[Stored items]

◇ ◇ ◇ ◇ ◇ ◇ ◇

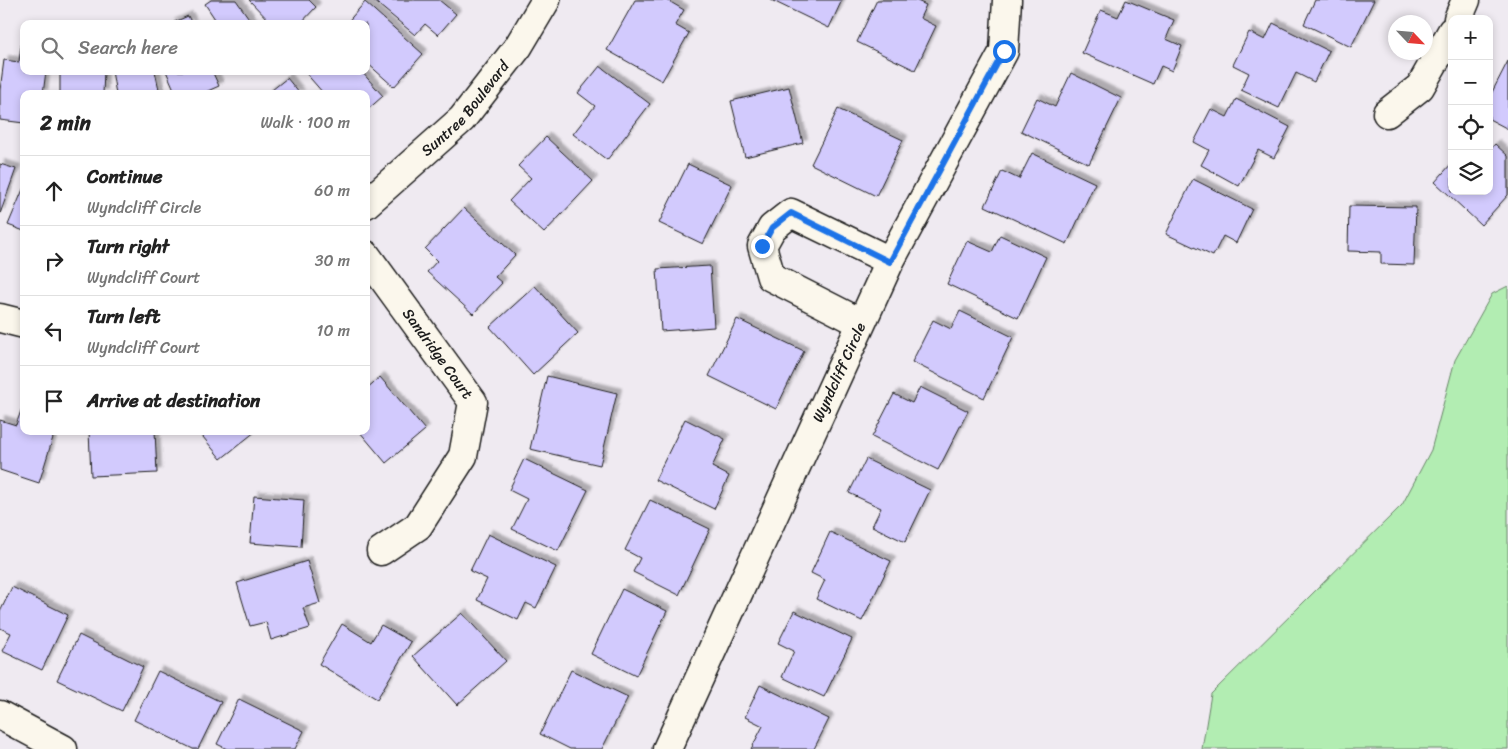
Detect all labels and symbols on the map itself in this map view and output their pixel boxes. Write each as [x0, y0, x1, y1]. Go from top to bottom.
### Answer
north arrow [1388, 15, 1433, 60]
route start [993, 40, 1016, 63]
street label: Suntree Boulevard [415, 54, 517, 163]
route end [751, 235, 774, 258]
street label: Sandridge Court [396, 302, 480, 405]
street label: Wyndcliff Circle [805, 318, 873, 427]

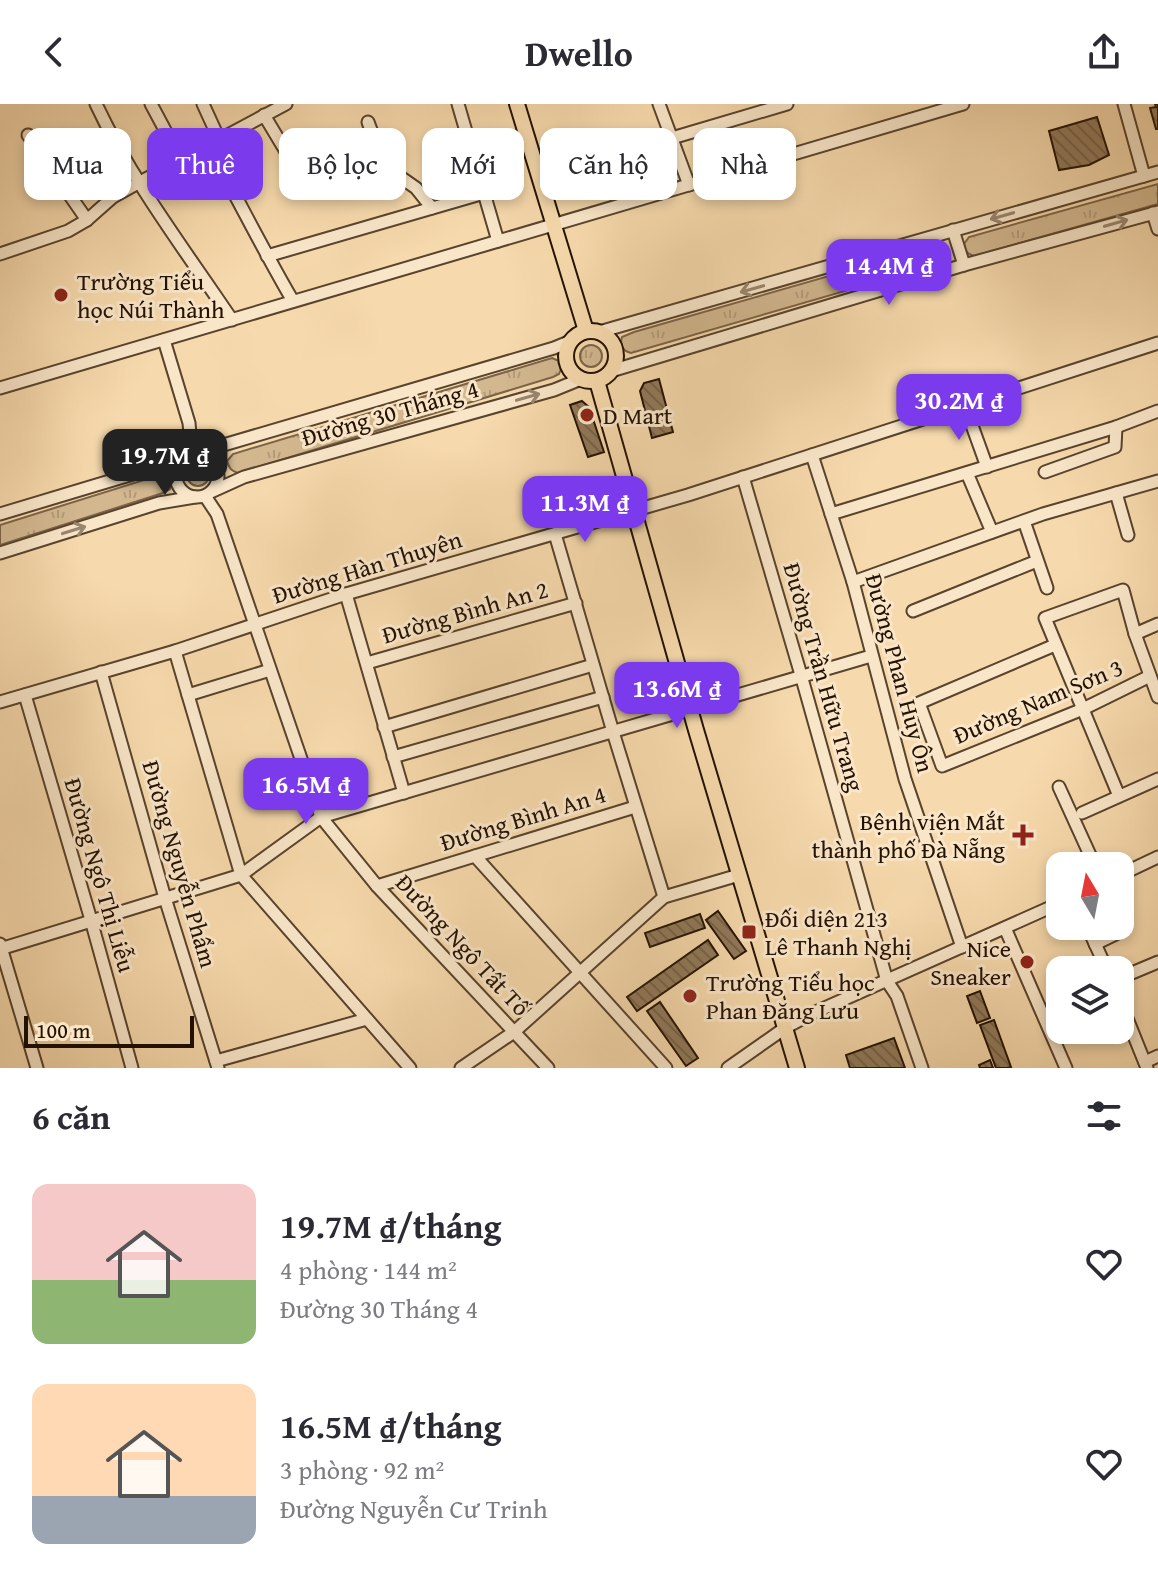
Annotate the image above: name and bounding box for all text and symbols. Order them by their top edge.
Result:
text: Dwello [525,26,633,79]
icon: back [32,30,76,74]
icon: share [1082,30,1126,74]
chip: Mua [24,128,131,200]
chip: Thuê [147,128,263,200]
chip: Bộ lọc [279,128,406,200]
chip: Mới [422,128,524,200]
chip: Căn hộ [540,128,677,200]
chip: Nhà [693,128,796,200]
one-way arrow [990,209,1016,224]
one-way arrow [1102,215,1128,230]
pin: 14.4M ₫ [815,239,963,307]
text: 14.4M ₫ [844,245,934,284]
place label: Trường Tiểu học Núi Thành [77,264,225,327]
one-way arrow [740,282,766,297]
marker: Trường Tiểu học Núi Thành [52,286,70,304]
street label: Đường 30 Tháng 4 [297,371,483,455]
pin: 30.2M ₫ [885,374,1033,442]
text: 30.2M ₫ [914,380,1004,419]
one-way arrow [515,389,541,404]
place label: D Mart [603,398,673,433]
marker: D Mart [578,406,596,424]
pin: 19.7M ₫ [91,429,239,497]
text: 19.7M ₫ [120,435,210,474]
pin: 11.3M ₫ [511,476,659,544]
text: 11.3M ₫ [540,482,630,521]
street label: Đường Hàn Thuyên [268,521,467,612]
one-way arrow [61,522,87,537]
street label: Đường Trần Hữu Trang [775,558,873,796]
street label: Đường Phan Huy Ôn [857,570,944,777]
street label: Đường Bình An 2 [378,572,552,652]
street label: Đường Nam Sơn 3 [948,650,1128,752]
pin: 13.6M ₫ [603,662,751,730]
text: 13.6M ₫ [632,668,722,707]
street label: Đường Nguyễn Phẩm [134,756,226,972]
pin: 16.5M ₫ [232,758,380,826]
text: 16.5M ₫ [261,764,351,803]
street label: Đường Ngô Thị Liễu [56,774,144,976]
street label: Đường Bình An 4 [436,776,610,860]
place label: Bệnh viện Mắt thành phố Đà Nẵng [812,804,1006,867]
marker: Bệnh viện Mắt thành phố Đà Nẵng [1012,824,1034,846]
north arrow [1046,852,1134,940]
map controls [1046,852,1134,1044]
street label: Đường Ngô Tất Tố [388,866,538,1024]
place label: Đối diện 213 Lê Thanh Nghị [765,901,912,964]
marker: Đối diện 213 Lê Thanh Nghị [740,923,758,941]
place label: Nice Sneaker [930,931,1011,994]
marker: Nice Sneaker [1018,953,1036,971]
button: layers [1046,956,1134,1044]
place label: Trường Tiểu học Phan Đăng Lưu [706,965,875,1028]
marker: Trường Tiểu học Phan Đăng Lưu [681,987,699,1005]
scale bar [24,1012,194,1048]
text: 100 m [36,1014,91,1046]
text: 6 căn [32,1092,110,1141]
icon: filters [1082,1094,1126,1138]
text: 19.7M ₫/tháng [280,1201,501,1250]
icon: home [96,1216,192,1312]
icon: heart [1082,1242,1126,1286]
text: 4 phòng · 144 m² [280,1250,457,1289]
text: Đường 30 Tháng 4 [280,1289,478,1328]
text: 16.5M ₫/tháng [280,1401,501,1450]
icon: home [96,1416,192,1512]
icon: heart [1082,1442,1126,1486]
text: 3 phòng · 92 m² [280,1450,444,1489]
text: Đường Nguyễn Cư Trinh [280,1489,548,1528]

◇ ◇ ◇ ◇ ◇ ◇ ◇

| About this exercise |
Wherever a line in the entries holds "Đường", copy that line.

| Written answer |
street label: Đường 30 Tháng 4 [297,371,483,455]
street label: Đường Hàn Thuyên [268,521,467,612]
street label: Đường Trần Hữu Trang [775,558,873,796]
street label: Đường Phan Huy Ôn [857,570,944,777]
street label: Đường Bình An 2 [378,572,552,652]
street label: Đường Nam Sơn 3 [948,650,1128,752]
street label: Đường Nguyễn Phẩm [134,756,226,972]
street label: Đường Ngô Thị Liễu [56,774,144,976]
street label: Đường Bình An 4 [436,776,610,860]
street label: Đường Ngô Tất Tố [388,866,538,1024]
text: Đường 30 Tháng 4 [280,1289,478,1328]
text: Đường Nguyễn Cư Trinh [280,1489,548,1528]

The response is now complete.